■ DATA TO USE:
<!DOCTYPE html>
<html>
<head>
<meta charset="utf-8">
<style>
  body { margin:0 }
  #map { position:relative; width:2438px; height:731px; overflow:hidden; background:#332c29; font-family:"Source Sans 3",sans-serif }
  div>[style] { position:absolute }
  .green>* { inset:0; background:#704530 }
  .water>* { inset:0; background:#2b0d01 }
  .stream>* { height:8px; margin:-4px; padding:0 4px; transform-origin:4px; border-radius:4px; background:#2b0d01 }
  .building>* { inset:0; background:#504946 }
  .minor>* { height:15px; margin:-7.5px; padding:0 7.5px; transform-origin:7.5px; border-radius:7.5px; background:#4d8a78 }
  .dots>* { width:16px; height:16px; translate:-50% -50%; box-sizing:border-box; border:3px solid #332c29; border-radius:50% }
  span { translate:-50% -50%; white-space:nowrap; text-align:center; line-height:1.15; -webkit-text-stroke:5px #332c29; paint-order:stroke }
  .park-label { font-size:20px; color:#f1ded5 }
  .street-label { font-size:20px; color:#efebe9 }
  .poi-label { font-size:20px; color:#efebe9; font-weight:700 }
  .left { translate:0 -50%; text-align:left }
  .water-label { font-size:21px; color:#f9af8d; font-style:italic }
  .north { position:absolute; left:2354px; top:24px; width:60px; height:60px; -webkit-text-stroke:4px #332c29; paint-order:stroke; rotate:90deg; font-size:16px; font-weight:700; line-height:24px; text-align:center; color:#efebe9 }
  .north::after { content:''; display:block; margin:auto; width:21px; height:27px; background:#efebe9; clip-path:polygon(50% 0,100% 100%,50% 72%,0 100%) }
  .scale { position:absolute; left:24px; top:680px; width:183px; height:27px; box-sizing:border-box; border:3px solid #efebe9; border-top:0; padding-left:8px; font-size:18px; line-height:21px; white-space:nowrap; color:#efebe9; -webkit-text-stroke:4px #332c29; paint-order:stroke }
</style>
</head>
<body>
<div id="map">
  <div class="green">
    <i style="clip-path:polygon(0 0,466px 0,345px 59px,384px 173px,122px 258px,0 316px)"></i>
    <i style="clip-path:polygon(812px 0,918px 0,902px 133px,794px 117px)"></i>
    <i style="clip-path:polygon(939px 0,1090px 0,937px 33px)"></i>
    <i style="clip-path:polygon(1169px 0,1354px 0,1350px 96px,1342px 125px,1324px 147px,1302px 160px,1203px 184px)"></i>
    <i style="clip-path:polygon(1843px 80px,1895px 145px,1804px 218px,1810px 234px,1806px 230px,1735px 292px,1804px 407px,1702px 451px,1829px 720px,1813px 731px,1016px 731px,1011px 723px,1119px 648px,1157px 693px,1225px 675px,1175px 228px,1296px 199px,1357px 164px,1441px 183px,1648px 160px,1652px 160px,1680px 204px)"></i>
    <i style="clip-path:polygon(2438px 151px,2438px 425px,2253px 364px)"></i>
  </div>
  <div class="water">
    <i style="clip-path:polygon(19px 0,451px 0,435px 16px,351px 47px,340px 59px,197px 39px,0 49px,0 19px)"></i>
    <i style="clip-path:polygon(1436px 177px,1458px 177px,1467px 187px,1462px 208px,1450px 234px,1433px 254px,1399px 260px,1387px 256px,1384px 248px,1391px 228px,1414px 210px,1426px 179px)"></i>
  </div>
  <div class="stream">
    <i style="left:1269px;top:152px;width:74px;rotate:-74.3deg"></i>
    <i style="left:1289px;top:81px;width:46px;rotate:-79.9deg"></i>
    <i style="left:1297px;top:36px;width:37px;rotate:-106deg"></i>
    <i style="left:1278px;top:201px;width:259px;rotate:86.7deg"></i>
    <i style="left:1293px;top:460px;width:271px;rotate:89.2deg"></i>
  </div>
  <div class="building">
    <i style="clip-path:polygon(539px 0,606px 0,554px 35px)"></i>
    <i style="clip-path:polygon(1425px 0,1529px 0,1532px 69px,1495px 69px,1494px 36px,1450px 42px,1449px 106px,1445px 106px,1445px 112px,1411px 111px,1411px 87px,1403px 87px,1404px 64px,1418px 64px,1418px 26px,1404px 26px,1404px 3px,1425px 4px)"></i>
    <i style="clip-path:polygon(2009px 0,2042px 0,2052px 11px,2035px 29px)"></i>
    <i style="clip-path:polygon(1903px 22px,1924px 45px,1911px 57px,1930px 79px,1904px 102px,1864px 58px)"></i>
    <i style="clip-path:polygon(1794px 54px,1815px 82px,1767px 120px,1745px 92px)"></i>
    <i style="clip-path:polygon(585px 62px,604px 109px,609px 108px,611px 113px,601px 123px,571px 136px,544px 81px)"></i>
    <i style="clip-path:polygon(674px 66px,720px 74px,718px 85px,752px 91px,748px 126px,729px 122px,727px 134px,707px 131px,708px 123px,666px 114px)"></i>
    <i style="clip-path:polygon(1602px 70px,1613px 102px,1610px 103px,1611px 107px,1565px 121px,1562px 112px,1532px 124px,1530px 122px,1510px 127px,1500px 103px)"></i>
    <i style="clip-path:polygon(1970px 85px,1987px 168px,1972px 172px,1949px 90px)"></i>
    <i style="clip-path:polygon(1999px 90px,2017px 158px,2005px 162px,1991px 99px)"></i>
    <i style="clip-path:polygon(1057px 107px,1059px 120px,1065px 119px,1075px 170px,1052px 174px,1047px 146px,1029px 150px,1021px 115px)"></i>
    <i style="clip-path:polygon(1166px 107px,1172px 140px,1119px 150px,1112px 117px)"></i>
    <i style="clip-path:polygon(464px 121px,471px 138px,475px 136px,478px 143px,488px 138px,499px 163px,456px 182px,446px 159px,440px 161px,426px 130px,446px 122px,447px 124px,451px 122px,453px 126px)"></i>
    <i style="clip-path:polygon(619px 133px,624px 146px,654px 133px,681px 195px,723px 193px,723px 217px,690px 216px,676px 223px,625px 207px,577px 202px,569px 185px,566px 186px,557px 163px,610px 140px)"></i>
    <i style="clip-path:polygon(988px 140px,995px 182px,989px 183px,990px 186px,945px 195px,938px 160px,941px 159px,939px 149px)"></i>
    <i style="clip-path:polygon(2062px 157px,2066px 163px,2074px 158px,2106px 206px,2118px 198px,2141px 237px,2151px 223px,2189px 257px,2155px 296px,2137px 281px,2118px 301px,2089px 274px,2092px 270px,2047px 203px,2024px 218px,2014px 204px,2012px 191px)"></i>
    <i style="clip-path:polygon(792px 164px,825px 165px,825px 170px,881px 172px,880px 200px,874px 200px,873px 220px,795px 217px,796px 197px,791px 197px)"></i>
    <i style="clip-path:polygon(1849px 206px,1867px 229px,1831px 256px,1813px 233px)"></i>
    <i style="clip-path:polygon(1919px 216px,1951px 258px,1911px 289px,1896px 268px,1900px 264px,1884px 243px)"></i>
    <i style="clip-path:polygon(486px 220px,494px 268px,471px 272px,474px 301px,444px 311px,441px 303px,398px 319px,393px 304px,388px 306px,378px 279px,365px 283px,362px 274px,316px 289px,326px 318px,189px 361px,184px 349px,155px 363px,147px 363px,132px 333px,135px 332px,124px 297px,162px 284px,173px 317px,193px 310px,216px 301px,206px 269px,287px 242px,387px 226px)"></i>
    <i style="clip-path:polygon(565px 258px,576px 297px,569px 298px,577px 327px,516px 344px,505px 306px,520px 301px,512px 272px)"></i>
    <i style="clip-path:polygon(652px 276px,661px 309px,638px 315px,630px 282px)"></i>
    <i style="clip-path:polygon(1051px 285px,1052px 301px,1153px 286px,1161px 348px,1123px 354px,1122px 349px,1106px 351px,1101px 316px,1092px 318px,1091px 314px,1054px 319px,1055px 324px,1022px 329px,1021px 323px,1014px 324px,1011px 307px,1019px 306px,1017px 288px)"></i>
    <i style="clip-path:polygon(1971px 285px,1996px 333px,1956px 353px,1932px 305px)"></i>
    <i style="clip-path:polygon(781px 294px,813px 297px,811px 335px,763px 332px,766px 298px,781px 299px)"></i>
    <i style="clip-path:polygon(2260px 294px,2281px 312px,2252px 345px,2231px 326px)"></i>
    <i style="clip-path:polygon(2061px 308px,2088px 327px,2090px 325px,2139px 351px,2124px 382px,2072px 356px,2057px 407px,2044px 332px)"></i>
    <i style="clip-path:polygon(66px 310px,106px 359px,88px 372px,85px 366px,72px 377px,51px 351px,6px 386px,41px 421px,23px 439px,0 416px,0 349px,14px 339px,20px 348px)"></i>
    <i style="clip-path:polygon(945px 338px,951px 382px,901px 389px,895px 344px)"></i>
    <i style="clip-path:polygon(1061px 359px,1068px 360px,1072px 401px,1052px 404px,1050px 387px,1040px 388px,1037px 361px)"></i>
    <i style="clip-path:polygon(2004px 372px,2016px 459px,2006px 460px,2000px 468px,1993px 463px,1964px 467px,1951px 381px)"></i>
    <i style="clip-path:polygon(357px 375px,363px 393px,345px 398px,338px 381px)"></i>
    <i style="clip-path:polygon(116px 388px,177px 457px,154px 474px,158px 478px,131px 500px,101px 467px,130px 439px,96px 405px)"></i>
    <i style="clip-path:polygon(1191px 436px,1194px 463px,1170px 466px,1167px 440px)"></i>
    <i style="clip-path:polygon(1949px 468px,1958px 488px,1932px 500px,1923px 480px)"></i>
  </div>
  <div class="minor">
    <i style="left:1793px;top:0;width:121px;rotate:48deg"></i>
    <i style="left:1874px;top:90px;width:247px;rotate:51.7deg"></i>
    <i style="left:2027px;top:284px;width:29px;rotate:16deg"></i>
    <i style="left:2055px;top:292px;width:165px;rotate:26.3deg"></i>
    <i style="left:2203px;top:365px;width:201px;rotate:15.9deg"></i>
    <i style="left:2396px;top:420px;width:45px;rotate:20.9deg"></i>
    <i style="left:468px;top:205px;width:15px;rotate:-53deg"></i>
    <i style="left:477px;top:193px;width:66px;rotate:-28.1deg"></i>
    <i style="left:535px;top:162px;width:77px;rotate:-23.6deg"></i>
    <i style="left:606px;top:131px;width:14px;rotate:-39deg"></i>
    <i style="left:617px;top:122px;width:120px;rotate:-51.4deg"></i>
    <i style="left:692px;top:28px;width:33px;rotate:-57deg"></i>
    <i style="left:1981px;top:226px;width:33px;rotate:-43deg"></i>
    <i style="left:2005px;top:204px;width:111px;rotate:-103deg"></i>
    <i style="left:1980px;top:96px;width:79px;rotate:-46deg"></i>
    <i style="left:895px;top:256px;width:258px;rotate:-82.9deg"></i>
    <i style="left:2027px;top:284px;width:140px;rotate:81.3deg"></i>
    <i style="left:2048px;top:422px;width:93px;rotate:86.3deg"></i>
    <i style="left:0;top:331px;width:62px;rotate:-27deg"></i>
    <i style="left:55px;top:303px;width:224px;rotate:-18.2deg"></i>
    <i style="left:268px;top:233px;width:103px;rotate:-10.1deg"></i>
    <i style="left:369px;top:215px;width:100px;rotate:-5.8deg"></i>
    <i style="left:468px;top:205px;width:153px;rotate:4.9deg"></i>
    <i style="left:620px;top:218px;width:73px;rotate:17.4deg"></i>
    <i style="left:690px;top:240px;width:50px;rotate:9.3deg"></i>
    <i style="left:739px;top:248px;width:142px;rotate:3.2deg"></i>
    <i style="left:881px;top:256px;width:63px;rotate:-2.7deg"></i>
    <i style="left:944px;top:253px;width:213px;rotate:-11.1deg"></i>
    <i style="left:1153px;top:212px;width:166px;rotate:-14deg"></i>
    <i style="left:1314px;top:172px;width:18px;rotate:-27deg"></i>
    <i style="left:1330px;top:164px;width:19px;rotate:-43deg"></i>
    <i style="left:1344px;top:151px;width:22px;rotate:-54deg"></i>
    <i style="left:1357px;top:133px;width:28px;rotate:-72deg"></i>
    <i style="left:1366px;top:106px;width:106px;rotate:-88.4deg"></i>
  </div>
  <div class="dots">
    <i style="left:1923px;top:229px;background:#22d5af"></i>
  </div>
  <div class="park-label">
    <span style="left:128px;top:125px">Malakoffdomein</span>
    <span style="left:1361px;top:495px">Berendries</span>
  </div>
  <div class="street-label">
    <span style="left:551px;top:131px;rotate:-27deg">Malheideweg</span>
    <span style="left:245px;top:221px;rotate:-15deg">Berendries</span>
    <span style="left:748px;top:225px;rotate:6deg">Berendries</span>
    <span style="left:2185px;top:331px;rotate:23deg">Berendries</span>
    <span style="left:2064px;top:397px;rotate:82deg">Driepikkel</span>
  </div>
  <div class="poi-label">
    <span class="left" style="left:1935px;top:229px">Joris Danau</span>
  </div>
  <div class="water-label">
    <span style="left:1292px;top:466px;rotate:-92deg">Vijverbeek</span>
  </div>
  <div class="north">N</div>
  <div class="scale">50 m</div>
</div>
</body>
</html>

■ ABOUT THIS EXERCISE: Here the job is to output the lines from the start of the material through the line with "height:8px; margin:-4px; padding:0", inclusive, exactly and with nothing else.

■ TASK SOLUTION:
<!DOCTYPE html>
<html>
<head>
<meta charset="utf-8">
<style>
  body { margin:0 }
  #map { position:relative; width:2438px; height:731px; overflow:hidden; background:#332c29; font-family:"Source Sans 3",sans-serif }
  div>[style] { position:absolute }
  .green>* { inset:0; background:#704530 }
  .water>* { inset:0; background:#2b0d01 }
  .stream>* { height:8px; margin:-4px; padding:0 4px; transform-origin:4px; border-radius:4px; background:#2b0d01 }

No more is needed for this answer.